| Task to carry out |
Repeat all of the data word for word so that only the pictures are missing from the copy.

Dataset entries
*-*-*
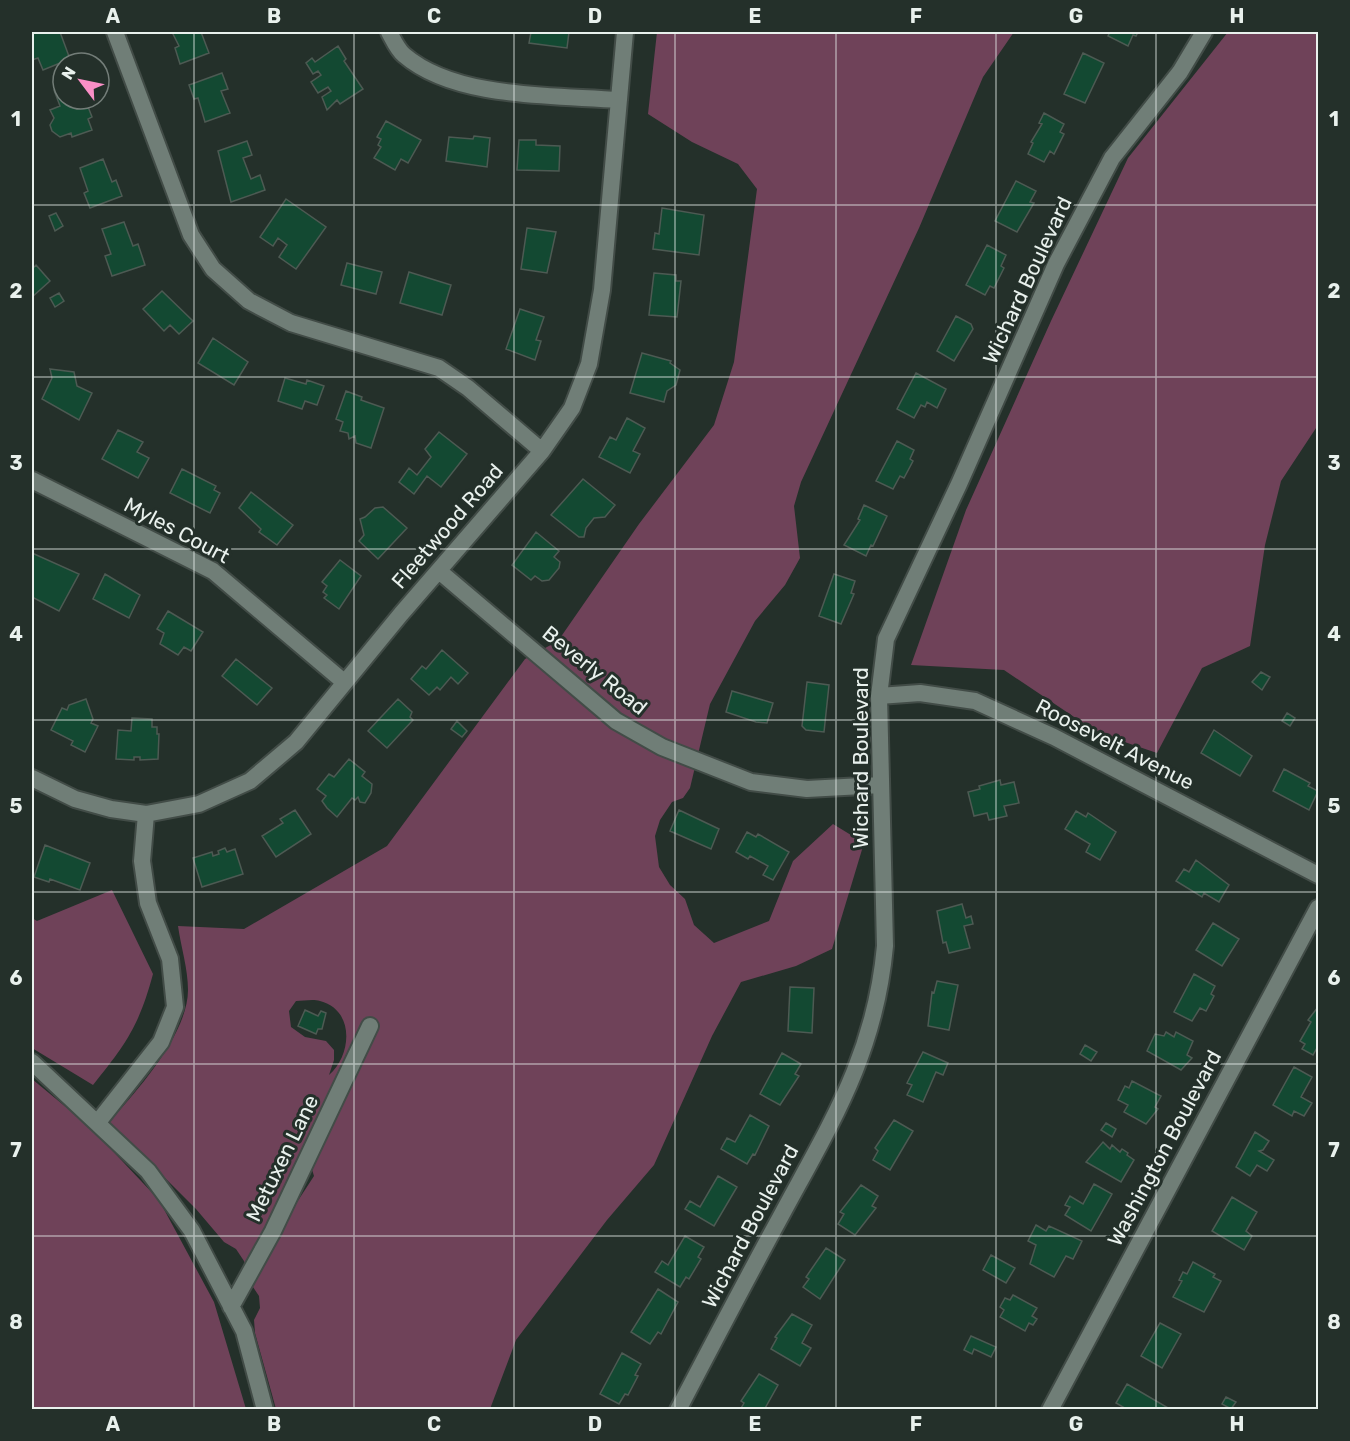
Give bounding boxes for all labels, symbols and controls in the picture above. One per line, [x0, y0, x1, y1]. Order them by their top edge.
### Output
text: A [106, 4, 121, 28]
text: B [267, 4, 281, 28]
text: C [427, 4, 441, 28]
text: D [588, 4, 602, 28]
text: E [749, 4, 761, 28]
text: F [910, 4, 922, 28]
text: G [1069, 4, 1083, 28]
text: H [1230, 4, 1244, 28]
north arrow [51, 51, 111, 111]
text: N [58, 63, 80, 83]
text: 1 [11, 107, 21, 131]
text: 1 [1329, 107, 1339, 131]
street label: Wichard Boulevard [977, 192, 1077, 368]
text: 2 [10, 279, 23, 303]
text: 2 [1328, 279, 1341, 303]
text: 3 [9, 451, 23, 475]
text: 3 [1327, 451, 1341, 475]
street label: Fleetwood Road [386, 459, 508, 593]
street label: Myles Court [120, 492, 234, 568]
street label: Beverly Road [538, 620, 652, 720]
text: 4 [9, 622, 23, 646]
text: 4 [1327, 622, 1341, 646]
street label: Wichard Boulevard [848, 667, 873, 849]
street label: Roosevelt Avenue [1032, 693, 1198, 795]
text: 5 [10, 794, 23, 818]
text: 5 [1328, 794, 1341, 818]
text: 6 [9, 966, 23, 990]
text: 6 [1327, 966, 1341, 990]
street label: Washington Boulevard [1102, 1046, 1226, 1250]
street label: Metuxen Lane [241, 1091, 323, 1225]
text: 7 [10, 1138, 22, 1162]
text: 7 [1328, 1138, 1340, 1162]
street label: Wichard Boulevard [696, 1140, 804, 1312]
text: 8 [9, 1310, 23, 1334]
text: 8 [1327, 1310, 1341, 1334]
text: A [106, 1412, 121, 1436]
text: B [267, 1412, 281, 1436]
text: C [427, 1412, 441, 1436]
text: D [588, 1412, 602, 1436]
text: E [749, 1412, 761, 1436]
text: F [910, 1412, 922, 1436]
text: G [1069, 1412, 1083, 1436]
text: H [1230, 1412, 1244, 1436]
*-*-*
| Finished exercise |
Give bounding boxes for all labels, symbols and controls in the picture above. One per line, [x0, y0, x1, y1]. Order them by their top edge.
### Output
text: A [106, 4, 121, 28]
text: B [267, 4, 281, 28]
text: C [427, 4, 441, 28]
text: D [588, 4, 602, 28]
text: E [749, 4, 761, 28]
text: F [910, 4, 922, 28]
text: G [1069, 4, 1083, 28]
text: H [1230, 4, 1244, 28]
north arrow [51, 51, 111, 111]
text: N [58, 63, 80, 83]
text: 1 [11, 107, 21, 131]
text: 1 [1329, 107, 1339, 131]
street label: Wichard Boulevard [977, 192, 1077, 368]
text: 2 [10, 279, 23, 303]
text: 2 [1328, 279, 1341, 303]
text: 3 [9, 451, 23, 475]
text: 3 [1327, 451, 1341, 475]
street label: Fleetwood Road [386, 459, 508, 593]
street label: Myles Court [120, 492, 234, 568]
street label: Beverly Road [538, 620, 652, 720]
text: 4 [9, 622, 23, 646]
text: 4 [1327, 622, 1341, 646]
street label: Wichard Boulevard [848, 667, 873, 849]
street label: Roosevelt Avenue [1032, 693, 1198, 795]
text: 5 [10, 794, 23, 818]
text: 5 [1328, 794, 1341, 818]
text: 6 [9, 966, 23, 990]
text: 6 [1327, 966, 1341, 990]
street label: Washington Boulevard [1102, 1046, 1226, 1250]
street label: Metuxen Lane [241, 1091, 323, 1225]
text: 7 [10, 1138, 22, 1162]
text: 7 [1328, 1138, 1340, 1162]
street label: Wichard Boulevard [696, 1140, 804, 1312]
text: 8 [9, 1310, 23, 1334]
text: 8 [1327, 1310, 1341, 1334]
text: A [106, 1412, 121, 1436]
text: B [267, 1412, 281, 1436]
text: C [427, 1412, 441, 1436]
text: D [588, 1412, 602, 1436]
text: E [749, 1412, 761, 1436]
text: F [910, 1412, 922, 1436]
text: G [1069, 1412, 1083, 1436]
text: H [1230, 1412, 1244, 1436]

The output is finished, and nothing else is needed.